Proprietary estoppel: co-habitees

April 13, 2016

In Liden v Burton ([2016] EWCA Civ 275) B and L co-habited in B’s home for twelve years until they broke up in 2013. B’s home was mortgaged and he was concerned that he would not be able to keep up with the mortgage payments. He asked L to contribute and she made monthly payments to him of GBP 500. She asked him to explain how this was made up and he agreed that GBP 200 of this was ‘towards the house.’ The sum of  these payments ‘towards the house’ came to GBP 28,500.  L made the payments because of her reliance on the relationship (that he would look after her forever) and because of the later assurance that the payment was ‘towards the house’ which she reasonably understood to mean that she was to have an interest in the house. At first instance, the judge found that the elements of proprietary estoppel were present. B held the house on trust under the terms of which the first GBP 32,500  (GBP 28,000 plus interest) of the equity was held on trust for L. The English Court of Appeal (Hamblen LJ giving the main  judgment) upheld the first instance decision.

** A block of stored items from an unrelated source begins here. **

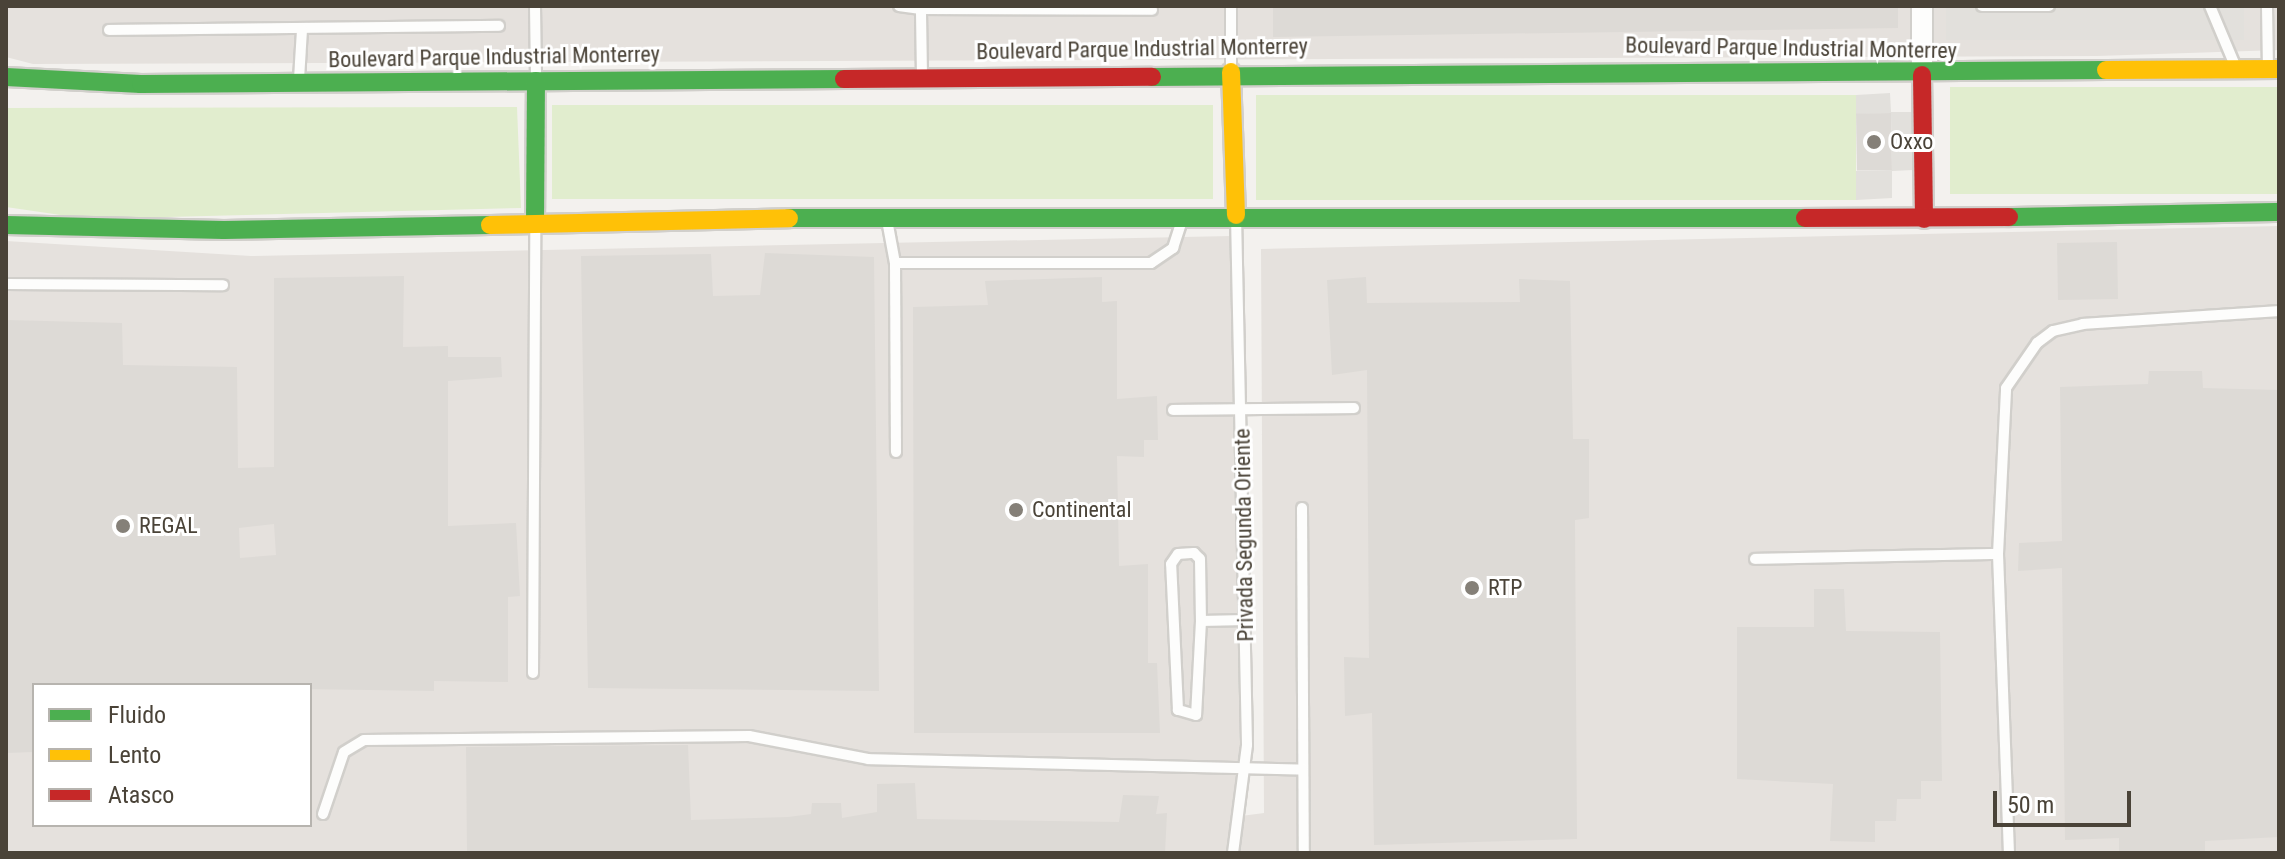 <!DOCTYPE html>
<style>
body{margin:0}
#map{position:relative;width:2285px;height:859px;overflow:hidden;background:#f3f1ee;font-family:"Roboto Condensed",sans-serif}
div>[style]{position:absolute}
.industrial>*{inset:0;background:#e5e1dd}
.green>*{inset:0;background:#e1edce;transform-origin:0 0}
.parking>*{inset:0;background:#e2e0dc;transform-origin:0 0}
.building>*{inset:0;background:#dddad6;transform-origin:0 0}
.roads{filter:drop-shadow(2px 0 #d1cfcb) drop-shadow(-2px 0 #d1cfcb) drop-shadow(0 2px #d1cfcb) drop-shadow(0 -2px #d1cfcb)}
.lane>*{height:10px;margin:-5px;padding:0 5px;transform-origin:5px;border-radius:5px;background:#fdfdfc}
.street>*{height:20px;margin:-10px;padding:0 10px;transform-origin:10px;border-radius:10px;background:#fdfdfc}
.fast>*{height:18px;margin:-9px;padding:0 9px;transform-origin:9px;border-radius:9px;background:#4caf50}
.slow>*{height:18px;margin:-9px;padding:0 9px;transform-origin:9px;border-radius:9px;background:#ffc107}
.jam>*{height:18px;margin:-9px;padding:0 9px;transform-origin:9px;border-radius:9px;background:#c62828}
.dots>*{width:22px;height:22px;translate:-50% -50%;box-sizing:border-box;border:4px solid #fff;border-radius:50%}
span{translate:-50% -50%;white-space:nowrap;text-align:center;line-height:1.15;-webkit-text-stroke:6px #fff;paint-order:stroke}
.street-label{font-size:22px;color:#4a4338}
.poi-label{font-size:22px;color:#4a4338}
.left{translate:0 -50%;text-align:left}
.frame{position:absolute;inset:0;border:8px solid #4a4338;pointer-events:none}
.legend{position:absolute;left:32px;top:683px;width:280px;height:144px;box-sizing:border-box;background:#fff;border:2px solid #b7b4af;margin:0;padding:10px 14px;list-style:none;font-size:24px;color:#4a4338}
.legend li{display:flex;align-items:center;gap:16px;height:40px}
.legend b{width:40px;border:2px solid #b7b4af}
.scale{position:absolute;left:1993px;top:791px;width:138px;height:36px;box-sizing:border-box;border:4px solid #4a4338;border-top:0;padding-left:10px;font-size:24px;line-height:28px;white-space:nowrap;color:#4a4338;-webkit-text-stroke:6px #fff;paint-order:stroke}
</style>
<div id="map">
<div class="industrial">
<i style="clip-path:polygon(6px 6px,2279px 6px,2279px 50px,2097px 56px,33px 64px,6px 57px)"></i>
<i style="clip-path:polygon(evenodd,2279px 226px,2279px 853px,6px 853px,6px 241px,251px 256px,1231px 236px,1241px 816px,1264px 813px,1261px 249px,2279px 226px,34px 685px,310px 685px,310px 825px,34px 825px,34px 685px)"></i>
</div>
<div class="green">
<i style="left:2279px;top:87px;width:107px;height:329px;rotate:90deg"></i>
<i style="left:1856px;top:95px;width:105px;height:600px;rotate:90deg"></i>
<i style="left:1213px;top:105px;width:94px;height:661px;rotate:90deg"></i>
<i style="clip-path:polygon(517px 107px,521px 208px,88px 219px,6px 207px,6px 108px)"></i>
</div>
<div class="parking">
<i style="left:1946px;top:6px;width:298px;height:34px"></i>
<i style="clip-path:polygon(1890px 93px,1891px 112px,1912px 112px,1913px 170px,1892px 171px,1892px 198px,1856px 200px,1856px 171px,1892px 170px,1891px 113px,1856px 114px,1856px 95px)"></i>
</div>
<div class="building">
<i style="clip-path:polygon(1273px 6px,1898px 6px,1898px 28px,1273px 37px)"></i>
<i style="left:1891px;top:113px;width:57px;height:35px;rotate:89deg"></i>
<i style="left:2117px;top:242px;width:57px;height:60px;rotate:89deg"></i>
<i style="clip-path:polygon(765px 253px,874px 257px,879px 691px,588px 688px,581px 256px,711px 254px,713px 296px,760px 295px)"></i>
<i style="clip-path:polygon(evenodd,404px 276px,403px 347px,448px 346px,448px 357px,501px 357px,502px 377px,448px 381px,448px 526px,516px 523px,520px 596px,508px 597px,508px 682px,434px 681px,434px 691px,34px 685px,34px 752px,6px 753px,6px 320px,122px 323px,123px 365px,237px 367px,238px 468px,274px 467px,274px 278px,404px 276px,274px 524px,276px 555px,240px 558px,239px 528px,274px 524px)"></i>
<i style="clip-path:polygon(1102px 277px,1102px 302px,1117px 301px,1117px 399px,1157px 396px,1158px 440px,1144px 440px,1144px 457px,1117px 456px,1119px 566px,1148px 564px,1148px 663px,1157px 663px,1160px 733px,914px 733px,913px 307px,988px 305px,985px 281px)"></i>
<i style="clip-path:polygon(1366px 277px,1367px 303px,1520px 302px,1519px 279px,1570px 281px,1573px 439px,1589px 439px,1589px 518px,1575px 520px,1577px 839px,1374px 845px,1372px 713px,1345px 716px,1344px 657px,1369px 658px,1367px 370px,1332px 375px,1327px 280px)"></i>
<i style="clip-path:polygon(2149px 371px,2202px 371px,2203px 388px,2279px 390px,2279px 837px,2205px 841px,2205px 853px,2119px 853px,2119px 838px,2065px 840px,2062px 568px,2018px 571px,2019px 543px,2062px 541px,2060px 387px,2148px 384px)"></i>
<i style="clip-path:polygon(1814px 589px,1844px 589px,1846px 631px,1940px 632px,1942px 781px,1921px 781px,1921px 799px,1897px 799px,1896px 821px,1875px 821px,1875px 842px,1830px 841px,1833px 784px,1737px 779px,1737px 627px,1814px 627px)"></i>
<i style="clip-path:polygon(688px 745px,691px 820px,788px 817px,811px 814px,812px 803px,841px 803px,842px 818px,877px 812px,877px 784px,915px 783px,917px 819px,1119px 822px,1123px 795px,1159px 796px,1156px 814px,1167px 813px,1165px 853px,467px 853px,466px 747px)"></i>
</div>
<div class="roads">
<div class="lane">
<i style="left:535px;top:6px;width:74px;rotate:89.2deg"></i>
<i style="left:899px;top:6px;width:22px;rotate:8deg"></i>
<i style="left:1231px;top:6px;width:64px;rotate:90deg"></i>
<i style="left:1982px;top:6px;width:67px"></i>
<i style="left:2210px;top:6px;width:67px;rotate:67.2deg"></i>
<i style="left:2267px;top:6px;width:61px;rotate:89.1deg"></i>
<i style="left:109px;top:30px;width:390px;rotate:-0.6deg"></i>
<i style="left:922px;top:76px;width:67px;rotate:-90.9deg"></i>
<i style="left:921px;top:9px;width:231px;rotate:0.2deg"></i>
<i style="left:299px;top:79px;width:49px;rotate:-86.5deg"></i>
<i style="left:887px;top:220px;width:44px;rotate:79.5deg"></i>
<i style="left:895px;top:263px;width:256px"></i>
<i style="left:1151px;top:263px;width:27px;rotate:-34deg"></i>
<i style="left:1173px;top:248px;width:29px;rotate:-72deg"></i>
<i style="left:895px;top:263px;width:189px;rotate:89.7deg"></i>
<i style="left:6px;top:284px;width:217px;rotate:0.3deg"></i>
<i style="left:1173px;top:410px;width:181px;rotate:-0.6deg"></i>
<i style="left:1302px;top:508px;width:345px;rotate:89.7deg"></i>
<i style="left:1194px;top:553px;width:8px;rotate:45deg"></i>
<i style="left:1200px;top:559px;width:62px;rotate:89.1deg"></i>
<i style="left:1201px;top:621px;width:94px;rotate:93deg"></i>
<i style="left:1196px;top:715px;width:19px;rotate:-164deg"></i>
<i style="left:1178px;top:710px;width:146px;rotate:-92.7deg"></i>
<i style="left:1171px;top:564px;width:12px;rotate:-55deg"></i>
<i style="left:1178px;top:554px;width:16px;rotate:-4deg"></i>
<i style="left:1998px;top:554px;width:299px;rotate:87.9deg"></i>
<i style="left:1755px;top:559px;width:243px;rotate:-1.2deg"></i>
<i style="left:1998px;top:554px;width:166px;rotate:-87.2deg"></i>
<i style="left:2006px;top:388px;width:55px;rotate:-55.4deg"></i>
<i style="left:2037px;top:343px;width:20px;rotate:-37deg"></i>
<i style="left:2053px;top:331px;width:31px;rotate:-13deg"></i>
<i style="left:2083px;top:324px;width:196px;rotate:-3.8deg"></i>
<i style="left:1201px;top:621px;width:45px;rotate:-1.3deg"></i>
<i style="left:533px;top:673px;width:446px;rotate:-89.7deg"></i>
<i style="left:323px;top:814px;width:65px;rotate:-71.3deg"></i>
<i style="left:344px;top:752px;width:23px;rotate:-31deg"></i>
<i style="left:364px;top:740px;width:385px;rotate:-0.6deg"></i>
<i style="left:749px;top:736px;width:121px;rotate:10.9deg"></i>
<i style="left:868px;top:759px;width:435px;rotate:1.4deg"></i>
<i style="left:1233px;top:853px;width:109px;rotate:-82.6deg"></i>
<i style="left:1247px;top:745px;width:529px;rotate:-91.19deg"></i>
</div>
<div class="street">
<i style="left:1922px;top:75px;width:69px;rotate:-90deg"></i>
</div>
<div class="fast">
<i style="left:6px;top:77px;width:135px;rotate:3deg"></i>
<i style="left:141px;top:84px;width:703px;rotate:-0.41deg"></i>
<i style="left:1152px;top:77px;width:954px;rotate:-0.42deg"></i>
<i style="left:2009px;top:217px;width:270px;rotate:-1.1deg"></i>
<i style="left:789px;top:218px;width:1016px"></i>
<i style="left:535px;top:223px;width:142px;rotate:-89.6deg"></i>
<i style="left:6px;top:225px;width:218px;rotate:1.3deg"></i>
<i style="left:224px;top:230px;width:266px;rotate:-1.1deg"></i>
</div>
<div class="slow">
<i style="left:2106px;top:70px;width:173px;rotate:-0.3deg"></i>
<i style="left:1231px;top:72px;width:143px;rotate:88deg"></i>
<i style="left:490px;top:225px;width:299px;rotate:-1.3deg"></i>
</div>
<div class="jam">
<i style="left:1922px;top:75px;width:144px;rotate:89.2deg"></i>
<i style="left:844px;top:79px;width:308px;rotate:-0.4deg"></i>
<i style="left:1805px;top:218px;width:204px;rotate:-0.3deg"></i>
</div>
</div>
<div class="dots">
<i style="left:1874px;top:142px;background:#858078"></i>
<i style="left:1016px;top:510px;background:#858078"></i>
<i style="left:123px;top:526px;background:#858078"></i>
<i style="left:1472px;top:588px;background:#858078"></i>
</div>
<div class="street-label">
<span style="left:1791px;top:48px;rotate:1deg">Boulevard Parque Industrial Monterrey</span>
<span style="left:1142px;top:49px;rotate:-1deg">Boulevard Parque Industrial Monterrey</span>
<span style="left:494px;top:57px;rotate:-1deg">Boulevard Parque Industrial Monterrey</span>
<span style="left:1244px;top:535px;rotate:-91deg">Privada Segunda Oriente</span>
</div>
<div class="poi-label">
<span class="left" style="left:1890px;top:142px">Oxxo</span>
<span class="left" style="left:1032px;top:510px">Continental</span>
<span class="left" style="left:139px;top:526px">REGAL</span>
<span class="left" style="left:1488px;top:588px">RTP</span>
</div>
<div class="frame"></div>
<ul class="legend">
<li><b style="height:10px;background:#4caf50"></b>Fluido</li>
<li><b style="height:10px;background:#ffc107"></b>Lento</li>
<li><b style="height:10px;background:#c62828"></b>Atasco</li>
</ul>
<div class="scale">50 m</div>
</div>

The assurances about the the long-term nature of the relationship and that the house would be their joint home were confirmed by the assurance that the payments were ‘towards the house’ ([28] – [30]). There was clear reliance and the GBP 200 payments were detriment. ‘The combination of reliance and detriment leads to and justifies the conclusion of unconscionability’ ([32]). The judge had a discretion as to how to satisfy the equity and it could not be said that the trust securing the repayment of the contributions with interest was more than the minimum required to do justice.